When Richard Nixon had pushed his power-grabbing and obstruction of justice too far in the wake of the Watergate scandal, when Congress was drawing up the Articles of Impeachment against him for high crimes, some Republicans finally had to sit him down and explain what was happening outside his inner circle: that he was bringing the whole Republican Party down with him, and if he didn't resign the GOP would probably lose the White House (as well as any chance of future control of Congress) for a very, very long time. The boy who had turned the presidency into his own personal delusion of monarchy was told in no uncertain terms that if he didn't step down, he'd be taken down. And he'd drag the party down with him. So Nixon, perhaps wising up for the first and only time in his wretched existence, resigned the presidency. He did it because the Republicans were scared if he didn't, they would lose what power they'd managed to obtain and never get it back again.
But that sit-down came only after years of a presidency in which Nixon had committed numerous high crimes, with little real opposition until he went too far and the Democrats had had enough--and were preparing to impeach him. Until that moment of reckoning, when he had exhausted all his alliances, it truly did not occur to the boy that his childish quest for absolute power at any cost (so long as somebody else paid the price for it) had done so much damage. It wasn't until some grownups finally sat him down and explained--firmly--that he had screwed up so very badly that Nixon decided it was time to think of someone else before himself.

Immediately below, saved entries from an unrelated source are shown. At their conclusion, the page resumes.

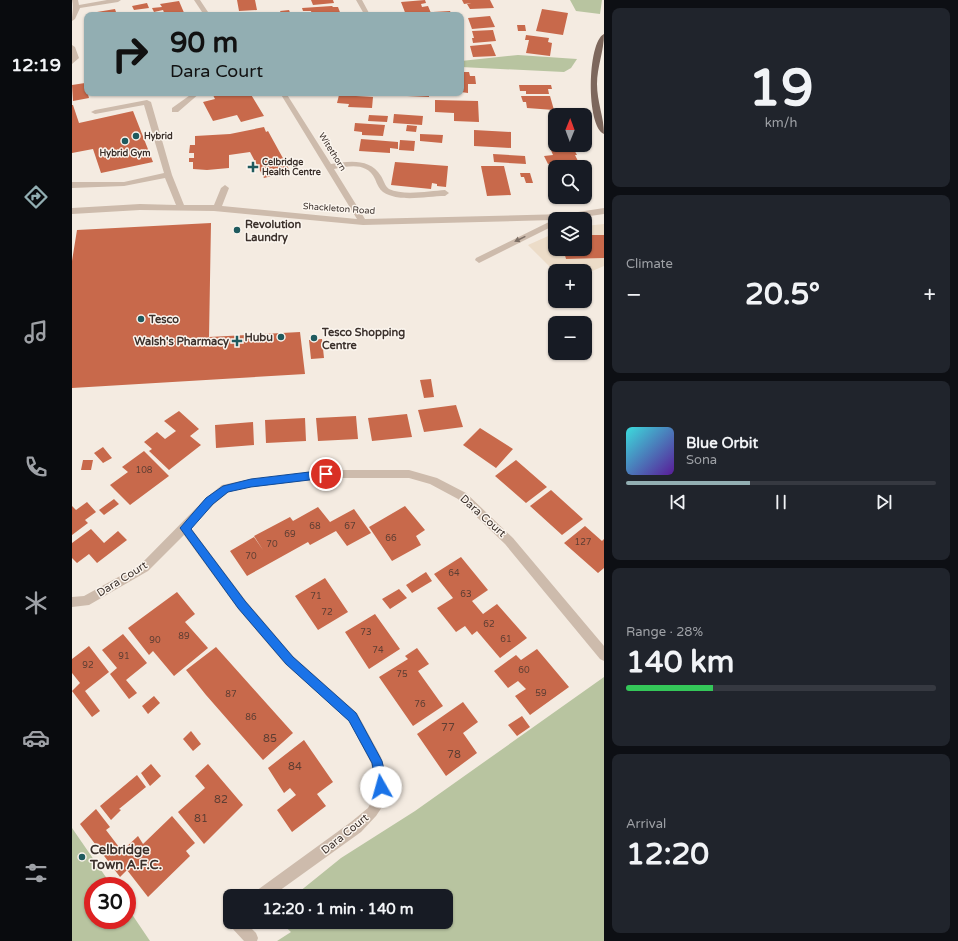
<!DOCTYPE html>
<html lang="en">
<head>
<meta charset="utf-8">
<style>
	:root { --surface:#171b24; --page:#20242c; --text:#f1f3f6; --muted:#9ea1a6; --line:#363941; --accent:#92aeb2 }
	body { margin:0; font-family:"Varela Round",sans-serif; background:var(--page); color:var(--text); height:100vh; display:flex; flex-direction:column; font-size:15px; white-space:nowrap }
	* { box-sizing:border-box; margin:0 }
	p { font-size:13px; color:var(--muted) }
	.icon { flex:none; width:22px; height:22px; fill:none; stroke:currentColor; stroke-width:2; stroke-linecap:round; stroke-linejoin:round }
	.map { position:relative; flex:1; overflow:hidden }
	.sheet { display:flex; flex-direction:column; gap:8px; padding:8px; background:#0d0f14; width:354px }
	.sheet>* { flex:none }
	.top-card { position:absolute; left:12px; top:12px; width:380px; height:84px; border-radius:8px; box-shadow:0 1px 3px #0004; background:#92aeb2; color:#111; overflow:hidden }
	.needle { width:26px; rotate:1deg }
	.buttons { position:absolute; left:476px; top:108px; display:grid; gap:8px }
	.buttons a { display:grid; place-items:center; width:44px; height:44px; border-radius:8px; background:var(--surface); box-shadow:0 1px 3px #0004; font-size:20px }
	.speed { position:absolute; left:12px; top:877px; display:flex; gap:8px; font-size:20px; font-weight:700; text-align:center }
	.speed>* { display:grid; place-content:center; width:52px; height:52px; border-radius:50%; background:var(--surface); box-shadow:0 1px 3px #0004; line-height:1 }
	.speed .limit { border:6px solid #d22; background:#fff; color:#111 }
	.pin { position:absolute; display:grid; place-items:center; width:34px; height:34px; color:#fff; margin:-17px; border:2px solid #fff; border-radius:50%; box-shadow:0 1px 4px #0007 }
	.me { position:absolute; width:44px; margin:-22px; rotate:353deg; stroke-linejoin:round; filter:drop-shadow(0 0 3px #0008) }
	.turn { display:flex; align-items:center; gap:14px; height:84px; padding:0 20px; font-size:18px }
	.turn .icon { width:52px; height:52px; stroke-width:2.5 }
	.turn b { display:block; font-size:28px; line-height:34px }
	.big { font-size:30px; font-weight:800; line-height:1.1 }
	.sheet .tile { flex:1; display:flex; flex-direction:column; justify-content:center; gap:6px; min-width:0; padding:0 14px; border-radius:8px; background:var(--page) }
	.sheet .dial { align-items:center; gap:0 }
	.dial b { font-size:52px; line-height:1 }
	.song { display:flex; align-items:center; gap:12px }
	.cover { width:48px; height:48px; border-radius:6px; background:linear-gradient(135deg,hsl(180 70% 55%),hsl(270 70% 35%)) }
	.played { height:4px; border-radius:2px; background:linear-gradient(90deg,var(--accent) 40%,var(--line) 40%) }
	.keys { display:flex; justify-content:space-around; direction:ltr }
	.heat { display:flex; justify-content:space-between; align-items:center; font-size:22px; direction:ltr }
	.charge { height:6px; border-radius:3px; background:linear-gradient(90deg,#34c759 28%,var(--line) 0) }
	.trip { position:absolute; left:151px; top:889px; width:230px; height:40px; border-radius:8px; background:var(--surface); box-shadow:0 1px 3px #0004; font-weight:800; line-height:40px; text-align:center }
	main { display:flex; flex:1; min-height:0 }
	.tab-bar { display:flex; flex-direction:column; width:72px; justify-content:space-around; align-items:center; background:#090b0e; color:var(--muted) }
	.tab-bar .icon { width:28px; height:28px }
	.tab-bar .active { color:var(--accent) }
	.tab-bar b { font-size:18px; color:var(--text) }
	.map>svg:first-child { display:block }
</style>
</head>
<body>
<main>
<nav class="tab-bar">
<b>12:19</b>
<svg class="icon active" aria-label="directions" viewBox="0 0 24 24"><path d="M12 3l9 9-9 9-9-9zM9 14v-3h6M13 9l2 2-2 2"/></svg>
<svg class="icon" aria-label="music" viewBox="0 0 24 24"><path d="M9 18V5l10-2v13"/><circle cx="6" cy="18" r="3"/><circle cx="16" cy="16" r="3"/></svg>
<svg class="icon" aria-label="phone" viewBox="0 0 24 24"><path d="M5 4h4l2 5-3 2q2 4 5 5l2-3 5 2v4C11 20 4 13 5 4z"/></svg>
<svg class="icon" aria-label="climate" viewBox="0 0 24 24"><path d="M12 3v18M4 7l16 10M4 17L20 7"/></svg>
<svg class="icon" aria-label="car" viewBox="0 0 24 24"><path d="M5 17H2v-5l4-1 3-4h7l3 4 3 1v5h-3M9 17h6M6 11h13"/><circle cx="7" cy="17" r="2"/><circle cx="17" cy="17" r="2"/></svg>
<svg class="icon" aria-label="filters" viewBox="0 0 24 24"><path d="M4 7h16M4 17h16"/><circle cx="9" cy="7" r="2"/><circle cx="15" cy="17" r="2"/></svg>
</nav>
<div class="map">
<svg width="532" height="941" viewBox="0 0 532 941">
	<rect width="100%" height="100%" fill="#f4ebe1"/>
	<!-- green -->
	<path fill="#b8c4a0" d="M498 0H530L528 14 504 11Z
		M446 55 505 59 499 68 492 72 389 67V61Z
		M532 677V941H205L219 932 208 922H374V896H222L269 858 343 811Z
		M0 828 40 886H21V920H55V907L78 941H0Z"/>
	<!-- plaza -->
	<path fill="#ecdcc8" d="M532 224V235H513V226Z
		M483 233V249H491L494 259 532 258V266L513 274V271L483 272 456 245Z"/>
	<!-- building -->
	<path fill="#c8694b" d="M165 0H183L185 10 167 11Z
		M239 0H261L262 3 241 5Z
		M353 0 354 3 349 4 350 7 356 6 359 13 334 15 329 2Z
		M390 0H418L422 8 398 9 395 4 399 3 392 4Z
		M107 1 113 15H93L91 10 82 12 80 8 90 7 88 4Z
		M75 3 77 8 62 10 60 6Z
		M260 6 261 7H266L269 15H240L239 11H231L230 8Z
		M43 9 45 15H20L19 13Z
		M470 9 496 13 491 35 464 31Z
		M217 10 219 15H210L208 11Z
		M378 11 380 15H363L361 12Z
		M418 16 423 27 400 29 396 18Z
		M445 25H453L454 31H446Z
		M421 30 424 41 401 43 400 38H402L400 31Z
		M454 35 477 38 476 42 480 43 478 56 454 53 457 40H453Z
		M419 44 424 56 401 57 398 46Z
		M389 72H397L398 76H403L404 84H396V93L389 92Z
		M13 83 17 98 1 101 0 85Z
		M447 85H479L480 89H476L477 94H454V91H448Z
		M140 93H178L192 116 169 122 165 115 141 121 131 102 143 99Z
		M336 93H357V97L335 96Z
		M267 95 301 97 300 108 276 107 277 104 265 103Z
		M449 96H478L482 110 455 108 454 102H451Z
		M363 100 406 101 407 122 382 121V113L363 112Z
		M0 105H1L7 123 61 111 81 162 29 173 21 149 0 153Z
		M322 114 351 116 350 125 321 123Z
		M297 115 316 116 315 122 296 121Z
		M283 123 313 125 311 136 290 135V132L282 131Z
		M335 125 345 126 344 132 334 131Z
		M192 127 194 132 196 131 218 171 192 178 178 152 157 155V168L135 170 121 169V162H117V158H122V153H117L118 145H123V136L158 134Z
		M402 130 439 132V148L402 146Z
		M348 134 371 135 370 143 348 141Z
		M289 139 326 142V149L318 148V153L287 151Z
		M328 140 343 141 342 151 327 150Z
		M500 146 505 155H503L509 167H484L481 163 476 164 472 156 481 155 478 148Z
		M421 154 453 156 454 164 422 162Z
		M323 162 376 166 374 187 365 186V184L360 183 359 189 319 185Z
		M409 166H432L439 195 415 196Z
		M448 173H458L461 183H454L452 177H449Z
		M139 223 137 337 228 332 233 374 0 388V261L5 230Z
		M513 235H532V258L494 259 491 249H513Z
		M250 339 252 358 239 359 237 340Z
		M359 379 362 397 352 398 348 380Z
		M384 405 391 427 352 432 346 410Z
		M107 411 127 429 118 436 129 445 97 470 77 451 80 449 72 442 85 432 93 439 104 431 92 421Z
		M335 414 340 437 300 441 296 418Z
		M284 416 286 439 246 441 244 418Z
		M233 418 234 441 194 443 193 420Z
		M181 422 182 445 144 448 143 425Z
		M408 428 441 449 424 468 391 445Z
		M31 447 40 458 31 463 22 453Z
		M72 451 97 476 58 505 38 485 56 472 50 467Z
		M11 460H21L19 470H9Z
		M444 460 475 487 454 503 423 476Z
		M479 490 511 519 490 535 458 506Z
		M42 499 47 504 32 515 27 510Z
		M15 502 24 512 13 520 16 523 0 535V506L4 510Z
		M333 506 353 530 344 536 349 545 320 561 297 527Z
		M246 507 258 522 282 509 299 533 275 546 264 531 238 545 236 542 175 576 158 551 182 537 191 550 182 536 218 517 221 521Z
		M513 526 530 541 532 539V568L526 573 492 543Z
		M19 529 32 543 46 531 55 540 25 563 17 554 5 563 0 558V543Z
		M389 557 416 590 400 601 411 614 425 604 455 638 428 658 405 631 400 635 393 626 384 632 365 608 381 598 362 574Z
		M354 572 360 581 340 593 334 585Z
		M253 578 276 612 246 630 223 596Z
		M327 589 335 598 318 609 310 599Z
		M105 592 123 614 113 622 136 648 102 676 81 651 77 655 56 628Z
		M303 614 328 649 297 669 273 632Z
		M51 634 75 663 54 680 65 693 57 699 38 674 45 668 30 650Z
		M17 646 37 672 13 691 28 711 20 717 0 691 8 683 0 673V659Z
		M144 647 221 733 191 760 134 695 114 670Z
		M345 648 357 664 346 671 371 706 341 726 307 677 336 659 333 656Z
		M465 649 497 687 458 715 443 696 454 689 446 681 436 688 422 671 444 655 449 660Z
		M82 696 88 703 76 714 70 706Z
		M391 702 406 722 391 733 405 753 374 776 345 734Z
		M450 716 458 727 445 736 436 725Z
		M119 731 129 744 121 751 111 739Z
		M232 740 261 782 245 794 254 806 220 832 205 810 224 795 218 788 212 793 196 768Z
		M79 764 89 776 78 786 69 773Z
		M136 764 171 805 132 844 106 812 133 788 123 776Z
		M65 775 74 787 47 809 49 810 39 820 28 806Z
		M24 809 38 827 34 830 50 851 66 836 71 844 100 816 123 843 114 851 118 856 76 897 55 870 48 877 8 824Z"/>
	<g fill="none" stroke-linecap="round" stroke-linejoin="round">
		<!-- minor -->
		<path fill="#cdbbac" fill-rule="evenodd" d="M0 0H6L7 5 35 0H49L46 2 8 8 3 19 0 21C0 13 2 7 0 0Z
			M122 0H128L138 15H132Z
			M284 0H290L297 13 296 14H292Z
			M0 45 3 47 7 58 0 64Z
			M121 93H128L106 112H100V108Z
			M208 93H214L259 164C277 161 298 158 309 176 312 181 313 186 317 189 331 196 358 191 373 190L377 193 373 196C355 196 328 203 311 192 307 189 305 184 303 179 295 162 277 166 262 169L293 219 493 214 532 208V214L497 219H483V225L407 263 403 260 404 258 481 220 291 225 142 211 68 210 0 214V208L68 204 104 205 93 178 52 186 0 188V182H52L92 173 72 105 23 114 19 112 23 110 75 100 79 102 100 175 112 205H142L149 188 153 185 157 188 150 206 285 219Z
			M254 470H337L365 478 394 493 441 538 532 646V661L528 659 433 544 386 499 358 484 337 478H254L179 487 157 492 142 504 119 528 174 601 221 656 285 713 309 757 315 778 312 804 304 816 289 832 200 896H182L184 891 279 822 296 808 300 801 303 778 299 763 277 721 213 664 166 609 112 535 76 571 17 605 0 607V597L12 596 68 565 134 498 150 485 179 479Z
			M158 920V922H173L184 933 186 938 185 941H172L159 927 157 922Z"/>
		<!-- major -->
		<path fill="#7d675c" fill-rule="evenodd" d="M532 34C532 51 525 67 525 84 525 102 532 117 532 134 514 127 515 42 532 34Z"/>
	</g>
	<!-- one-way arrows -->
	<defs><path id="oneway-solid" d="M-6-.8H1V-3.2L6.5 0L1 3.2V.8H-6Z"/></defs>
	<use fill="#7d6f65" href="#oneway-solid" transform="translate(448 239) rotate(154)"/>
	<!-- route -->
	<path fill="#1a73e8" stroke="#114b97" d="M254 470 257 472 258 474 257 477 254 478 179 487 156 492 141 504 119 529 173 601 221 657 284 713 310 761 314 778 313 791 309 792 305 791 300 763 277 721 214 664 166 608 108 528 134 498 151 486 179 479Z"/>
	<!-- markers -->
	<g fill="#1f5a5e" stroke="#fbf5ee" stroke-width="1.5">
		<circle cx="64" cy="136" r="4"/>
		<circle cx="53" cy="141" r="4"/>
		<path d="M179 161h4v4h4v4h-4v4h-4v-4h-4v-4h4z"/>
		<circle cx="165" cy="230" r="4"/>
		<circle cx="69" cy="319" r="4"/>
		<circle cx="209" cy="337" r="4"/>
		<circle cx="242" cy="338" r="4"/>
		<path d="M163 335h4v4h4v4h-4v4h-4v-4h-4v-4h4z"/>
		<circle cx="10" cy="857" r="4"/>
	</g>
	<g text-anchor="middle" dominant-baseline="central" stroke-width="3" stroke-linejoin="round" paint-order="stroke">
		<!-- far-poi labels -->
		<g font-size="9" font-weight="bold" fill="#3b302b" stroke="#fbf5ee" text-anchor="start">
			<text x="72" y="136">Hybrid</text>
			<text x="53" y="153" text-anchor="middle">Hybrid Gym</text>
			<text x="190" y="162">Celbridge<tspan x="190" dy="10">Health Centre</tspan></text>
		</g>
		<!-- far-street labels -->
		<g font-size="9" fill="#3b302b" stroke="#fbf5ee">
			<text transform="translate(260 152) rotate(58)">Witethorn</text>
			<text transform="translate(267 209) rotate(4)">Shackleton Road</text>
		</g>
		<!-- number labels -->
		<g font-size="9" fill="#5e3e33">
			<text x="72" y="470">108</text>
			<text x="243" y="526">68</text>
			<text x="278" y="526">67</text>
			<text x="218" y="534">69</text>
			<text x="319" y="538">66</text>
			<text x="511" y="542">127</text>
			<text x="200" y="544">70</text>
			<text x="179" y="556">70</text>
			<text x="382" y="573">64</text>
			<text x="394" y="594">63</text>
			<text x="244" y="596">71</text>
			<text x="255" y="612">72</text>
			<text x="417" y="624">62</text>
			<text x="294" y="632">73</text>
			<text x="112" y="636">89</text>
			<text x="434" y="639">61</text>
			<text x="83" y="640">90</text>
			<text x="306" y="650">74</text>
			<text x="52" y="656">91</text>
			<text x="16" y="665">92</text>
			<text x="452" y="670">60</text>
			<text x="330" y="674">75</text>
			<text x="469" y="693">59</text>
			<text x="159" y="694">87</text>
			<text x="348" y="704">76</text>
			<text x="179" y="717">86</text>
		</g>
		<!-- poi labels -->
		<g font-size="11" font-weight="bold" fill="#3b302b" stroke="#fbf5ee" text-anchor="start">
			<text x="173" y="224">Revolution<tspan x="173" dy="13">Laundry</tspan></text>
			<text x="77" y="319">Tesco</text>
			<text x="250" y="332">Tesco Shopping<tspan x="250" dy="13">Centre</tspan></text>
			<text x="201" y="337" text-anchor="end">Hubu</text>
			<text x="157" y="341" text-anchor="end">Walsh's Pharmacy</text>
		</g>
		<!-- street labels -->
		<g font-size="11" fill="#3b302b" stroke="#fbf5ee">
			<text transform="translate(411 516) rotate(42)">Dara Court</text>
			<text transform="translate(50 579) rotate(-32)">Dara Court</text>
			<text transform="translate(273 834) rotate(-39)">Dara Court</text>
		</g>
		<!-- near-number labels -->
		<g font-size="11" fill="#5e3e33">
			<text x="376" y="727">77</text>
			<text x="198" y="738">85</text>
			<text x="382" y="754">78</text>
			<text x="223" y="766">84</text>
			<text x="149" y="799">82</text>
			<text x="129" y="818">81</text>
		</g>
		<!-- near-poi labels -->
		<g font-size="13" font-weight="bold" fill="#3b302b" stroke="#fbf5ee" text-anchor="start">
			<text x="18" y="850">Celbridge<tspan x="18" dy="15">Town A.F.C.</tspan></text>
		</g>
	</g>
</svg>
<div class="buttons">
<a><svg class="needle" viewBox="-14 -14 28 28"><path d="M0-13l5 13h-10z" fill="#e53935"/><path d="M0 13l5-13h-10z" fill="#9ea1a6"/></svg></a>
<a><svg class="icon" aria-label="search" viewBox="0 0 24 24"><circle cx="10" cy="10" r="6"/><path d="M15 15l6 6"/></svg></a>
<a><svg class="icon" aria-label="layers" viewBox="0 0 24 24"><path d="M12 4l9 5-9 5-9-5zM3 14l9 5 9-5"/></svg></a>
<a>+</a>
<a>−</a>
</div>
<div class="speed"><div class="limit">30</div></div>
<div class="pin" style="left:254px;top:474px;background:#d93025"><svg class="icon" aria-label="arrive" viewBox="0 0 24 24"><path d="M6 21V4h12l-3 4 3 4H6"/></svg></div>
<svg class="me" style="left:309px;top:787px" viewBox="-20 -20 40 40"><circle r="19" fill="#fff"/><path d="M0-13L10 11 0 6-10 11z" fill="#1a73e8"/></svg>
<div class="trip">12:20 · 1 min · 140 m</div>
<div class="top-card">
<div class="turn"><svg class="icon" aria-label="right" viewBox="0 0 24 24"><path d="M7 20v-9h11M14 6l5 5-5 5"/></svg><div><b>90 m</b>Dara Court</div></div>
</div>
</div>
<section class="sheet">
<div class="tile dial"><b>19</b><p>km/h</p></div>
<div class="tile"><p>Climate</p>
<div class="heat"><a>−</a><b class="big">20.5°</b><a>+</a></div>
</div>
<div class="tile">
<div class="song"><i class="cover"></i><div><b>Blue Orbit</b><p>Sona</p></div></div>
<div class="played"></div>
<div class="keys"><svg class="icon" aria-label="previous" viewBox="0 0 24 24"><path d="M18 5L8 12l10 7zM5 5v14"/></svg><svg class="icon" aria-label="pause" viewBox="0 0 24 24"><path d="M8 5v14M16 5v14"/></svg><svg class="icon" aria-label="next" viewBox="0 0 24 24"><path d="M6 5l10 7-10 7zM19 5v14"/></svg></div>
</div>
<div class="tile"><p>Range · 28%</p><b class="big">140 km</b><div class="charge"></div></div>
<div class="tile"><p>Arrival</p><b class="big">12:20</b></div>
</section>
</main>
</body>
</html>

A similar moment may have come yesterday for the Shrub, when eleven Republican members of Congress sat him down and told him he'd lost whatever shreds of credibility he might have had with them, and that his stubborn refusal to obey the will of the public was hurting the party. These eleven represent districts that are vulnerable in next year's elections, and which could very well go Democrat because of the growing backlash against the Shrub. I don't think they told him to resign, and I'm not sure if they mentioned firing Cheney, Gonzales or Wolfowitz, but the very fact that they had to have such a sit-down with their party's little tin dictator and explain to him that they now view him as someone who cannot be taken at his word on anything is a significant development.
The Articles of Impeachment have not yet been drafted against George W. Bush, but they have been introduced against Dick Cheney--and those articles have gained co-sponsors. It is no laughing matter anymore to suggest that the level of disgust with the regime has grown to the point where members of the dictator's own party are effectively calling him a liar and that he's hurting their chances of retaining their hold on power. Nor can the ever-mounting calls for impeachment be dismissed anymore as the mere ravings of extremists, for support for impeachment among the public is over fifty percent and climbing.
So some grownups have finally sat this boy down and explain a few things to him. Time will tell if he actually bothered to listen, but it's doubtful that he did. But one thing is certain: the Shrub no longer enjoys the level of support from his own party that he once did, and it is evident in the way the GOP candidates vying for their party's presidential nomination are making a big show of distancing themselves from him. I'll have more to say about how the GOP bears as much responsibility for the current state of the nation, and the party's troubles, in a future entry.